## DATASET:

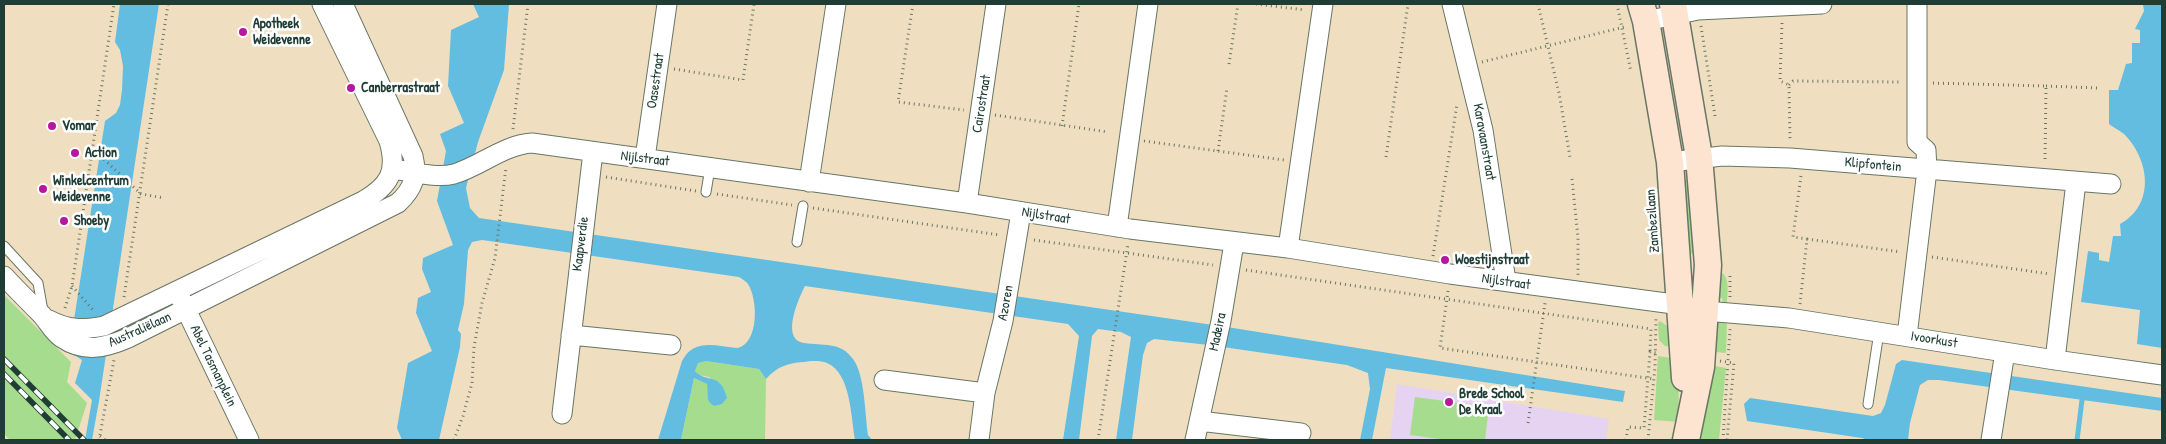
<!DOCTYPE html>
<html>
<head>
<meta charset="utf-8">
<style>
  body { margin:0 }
  #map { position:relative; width:2166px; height:444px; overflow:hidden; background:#efdfc0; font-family:"Patrick Hand",sans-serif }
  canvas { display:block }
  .frame { position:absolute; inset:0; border:5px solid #1f3d34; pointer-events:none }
</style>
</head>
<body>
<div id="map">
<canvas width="2166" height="444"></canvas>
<div class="frame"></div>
</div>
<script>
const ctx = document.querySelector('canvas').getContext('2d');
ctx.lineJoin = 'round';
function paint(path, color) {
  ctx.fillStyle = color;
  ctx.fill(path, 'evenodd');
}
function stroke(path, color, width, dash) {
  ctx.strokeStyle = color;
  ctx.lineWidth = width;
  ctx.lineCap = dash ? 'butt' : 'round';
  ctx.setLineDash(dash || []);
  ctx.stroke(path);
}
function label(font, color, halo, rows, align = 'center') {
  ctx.font = font + ' "Patrick Hand",sans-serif';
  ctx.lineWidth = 5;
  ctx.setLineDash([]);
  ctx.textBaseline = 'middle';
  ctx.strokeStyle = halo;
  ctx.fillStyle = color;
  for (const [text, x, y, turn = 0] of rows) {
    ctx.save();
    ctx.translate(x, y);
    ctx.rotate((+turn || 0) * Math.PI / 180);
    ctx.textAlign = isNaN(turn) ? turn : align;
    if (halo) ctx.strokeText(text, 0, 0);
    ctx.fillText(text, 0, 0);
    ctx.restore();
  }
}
paint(new Path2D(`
  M 1397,384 L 1609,419 L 1606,440 L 1390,440 Z`), '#e5d3f1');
paint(new Path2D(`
  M 1697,177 L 1702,255 L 1682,252 L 1677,181 Z
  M 1716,270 C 1732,274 1727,292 1727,305 L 1723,304 L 1722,298 L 1719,298 L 1719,302 L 1716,300 Z
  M 4,295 L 71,362 L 67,382 L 87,403 L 75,440 L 10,440 L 4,434 Z
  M 1727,319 L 1726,353 L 1705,351 L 1711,323 Z
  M 1660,321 L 1671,329 L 1677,348 L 1665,346 L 1659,340 L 1658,323 Z
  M 1658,356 L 1678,359 L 1679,422 L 1654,420 Z
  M 706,361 L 759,369 L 766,379 L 765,440 L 681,440 L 694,378 L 707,384 L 707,396 L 715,406 L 722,404 L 726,398 L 709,377 L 699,375 L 695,371 L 698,363 Z
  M 1704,364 L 1726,368 L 1719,440 L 1698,440 Z
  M 1415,397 L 1489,407 L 1485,440 L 1447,440 L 1410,435 Z`), '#a5dc8d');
paint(new Path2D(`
  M 120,4 L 159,4 L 99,401 L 92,440 L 85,440 L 92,400 L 75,383 L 82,360 L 69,352 L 105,121 L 116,113 L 120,105 L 122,90 L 123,66 L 120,50 L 115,42 Z
  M 473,4 L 509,4 L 504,70 L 478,142 L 466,188 L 470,208 L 479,218 L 1227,327 L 1625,391 L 1623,402 L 1386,368 L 1372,440 L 1360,440 L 1370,389 L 1368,373 L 1347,365 L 1209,345 L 1154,339 L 1147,343 L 1143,355 L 1132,440 L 1116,440 L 1131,337 L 1121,332 L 1098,329 L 1092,336 L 1079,440 L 1063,440 L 1079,336 L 1068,324 L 805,286 C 799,298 780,339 804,343 C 823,346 840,341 853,359 C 865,375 865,415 868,435 L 872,440 L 855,440 C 851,418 851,373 827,363 C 820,360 810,361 803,362 C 787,363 777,367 766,379 L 759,369 L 706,361 L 698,363 L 695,371 C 707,384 720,371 727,398 L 722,404 L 715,406 C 705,402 708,393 707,384 L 694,378 L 681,440 L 658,440 L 682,361 C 694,338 715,346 738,348 C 759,342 758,300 748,284 C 746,281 742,279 739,277 L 482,240 L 472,242 L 468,250 L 464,304 L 458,330 L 461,334 L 460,347 L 439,440 L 402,440 L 397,428 L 408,363 L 432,351 L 416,313 L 418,298 L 431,292 L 422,269 L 423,258 L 453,245 L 437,201 L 446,151 L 440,134 L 464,123 L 448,86 L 451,30 L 479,17 Z
  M 2143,4 L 2162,4 L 2162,348 L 2137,344 L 2140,310 L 2081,302 L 2088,251 L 2099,253 L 2099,260 L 2109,262 L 2113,236 L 2121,236 L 2120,224 C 2155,205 2150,161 2125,135 C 2121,131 2114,128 2109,124 L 2109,90 L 2118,90 L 2126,64 L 2132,63 L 2132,43 L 2140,43 L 2140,30 L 2135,29 L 2144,11 Z
  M 1902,360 L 2162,398 L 2162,411 L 1939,380 L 1928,380 L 1920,385 L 1910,423 L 1908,440 L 1868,440 L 1862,438 L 1747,421 L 1744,404 L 1750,398 L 1873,416 L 1881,413 L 1885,405 L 1896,364 Z`), '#63bde0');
stroke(new Path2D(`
  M 2077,440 L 2082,400`), '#63bde0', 5);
const lane = new Path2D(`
  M 706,192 L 710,168
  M 797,242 L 803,206
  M 4,246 L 38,283 L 43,311
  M 1868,404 L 1879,332`);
const street = new Path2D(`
  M 1452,4 L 1483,130 L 1506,281
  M 1646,21 L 1698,10 L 1822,4
  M 645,158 L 667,4
  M 1670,162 L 1722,156 L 1790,158 L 2111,184
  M 392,169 C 411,171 435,179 454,174 C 481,166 503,145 532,143 L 967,203 L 1130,229 L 1288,248 L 1450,274 L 1681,305
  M 809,182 L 836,4
  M 967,203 L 996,4
  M 1117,227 L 1148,4
  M 1288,248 L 1323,4
  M 4,276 C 16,289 29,302 42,315 C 48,322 54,333 62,338 C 84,353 105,348 128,338 L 398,203 C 413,189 418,176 413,156 L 343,4
  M 180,297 L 249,440
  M 1705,311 L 1789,318 L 2055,360 L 2162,375
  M 49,320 C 68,330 83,330 104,326 L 363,201 C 389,186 398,172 389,141 L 322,4
  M 571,335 L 671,345
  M 1907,336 L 1927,170 L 1926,150 L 1917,142 L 1917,4
  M 2055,360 L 2076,182
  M 884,380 L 985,393
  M 562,414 L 593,152
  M 1199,421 L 1301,433
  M 979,440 L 985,393 L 1003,321 L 1021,212
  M 1195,440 L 1221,321 L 1234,243
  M 1991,440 L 2005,352`);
const secondary = new Path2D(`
  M 1641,4 L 1646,21 L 1670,162 L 1685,378
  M 1673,4 L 1699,157 L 1708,265 L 1701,367 L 1686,440`);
stroke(lane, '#687665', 11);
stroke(street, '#687665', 21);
stroke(secondary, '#687665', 29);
stroke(new Path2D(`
  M 913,4 L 898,102 L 964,110
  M 1256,4 L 1305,10
  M 1538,4 L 1559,93 L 1570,157
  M 1617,4 L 1631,72
  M 1782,23 L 1780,81 L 1789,85 L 1790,141
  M 1701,26 L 1715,116
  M 1482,62 L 1624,27
  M 1229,64 L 1238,4
  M 674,69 L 743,80 L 754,4
  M 1933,83 L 2046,86 L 2045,162
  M 1789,85 L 1793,81 L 1900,82
  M 2046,86 L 2097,88
  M 995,115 L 1108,132
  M 1062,126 L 1079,4
  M 513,129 L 528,4
  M 1144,141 L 1284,160
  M 93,149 L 141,194 L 164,198
  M 1218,151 L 1227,88
  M 1386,157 L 1408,4
  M 606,177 L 696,191
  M 1572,179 L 1578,238 L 1578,276
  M 717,194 L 792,205
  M 813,208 L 1000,235
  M 1807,239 L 1901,252
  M 1034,240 L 1213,265
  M 1433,256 L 1457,104
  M 1932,257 L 2050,274
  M 1246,270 L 1651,329 L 1650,352
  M 72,286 L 93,310
  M 1448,291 L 1440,348 L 1654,379
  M 124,297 L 168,4
  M 1730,297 L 1730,274
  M 1800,304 L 1807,239 L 1793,237 L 1801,175
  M 65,308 L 72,286 L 114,4
  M 1720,361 L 1734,363 L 1727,440
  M 1528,423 L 1545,303
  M 100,436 L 105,440
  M 99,440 L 114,360
  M 454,440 L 463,416 L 472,383 L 474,347 L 482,303 L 495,258 L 506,167
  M 1098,440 L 1128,244
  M 1626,440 L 1628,427 L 1644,428 L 1650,352 L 1657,353
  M 1648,440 L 1655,367 L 1656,319
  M 1723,440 L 1730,329`), '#687665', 3, [1, 4]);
stroke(lane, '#fff', 9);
stroke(street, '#fff', 19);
stroke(secondary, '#fde4d0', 26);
const rail = new Path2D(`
  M 4,359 L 84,440
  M 4,374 L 69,440`);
stroke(rail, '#1f3d34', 5.5);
stroke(rail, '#fff', 4, [11]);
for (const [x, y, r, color] of [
  [243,32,5,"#b5179e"],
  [351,88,5,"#b5179e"],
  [52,126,5,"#b5179e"],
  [75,153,5,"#b5179e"],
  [43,189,5,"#b5179e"],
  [64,221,5,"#b5179e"],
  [1445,260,5,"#b5179e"],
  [1449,402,5,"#b5179e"]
]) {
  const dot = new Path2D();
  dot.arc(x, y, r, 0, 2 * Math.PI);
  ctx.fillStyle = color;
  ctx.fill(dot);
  stroke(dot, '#fff', 2);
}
label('bold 14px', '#1f3d34', '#fff', [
  ["Apotheek",253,24],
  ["Weidevenne",253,40],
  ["Canberrastraat",361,88],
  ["Vomar",62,126],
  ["Action",85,153],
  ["Winkelcentrum",53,181],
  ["Weidevenne",53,197],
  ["Shoeby",74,221],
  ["Woestijnstraat",1455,260],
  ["Brede School",1459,394],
  ["De Kraal",1459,410]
], 'left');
label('14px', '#1f3d34', '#fff', [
  ["Oasestraat",656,81,-82],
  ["Cairostraat",982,104,-81],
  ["Karavaanstraat",1484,142,80],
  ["Nijlstraat",645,159,7],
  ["Klipfontein",1873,165,5],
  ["Nijlstraat",1046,216,9],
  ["Zambezilaan",1653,221,-94],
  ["Kaapverdie",581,244,-83],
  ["Nijlstraat",1506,282,8],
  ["Azoren",1006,303,-80],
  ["Australiëlaan",140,330,-24],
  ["Madeira",1218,332,-78],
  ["Ivoorkust",1934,340,9],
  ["Abel Tasmanplein",213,366,64]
]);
</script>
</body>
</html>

## TASK PROMPT:
For every line of the records that has the word "rows" in it, make a copy.

## RESPONSE:
function label(font, color, halo, rows, align = 'center') {
  for (const [text, x, y, turn = 0] of rows) {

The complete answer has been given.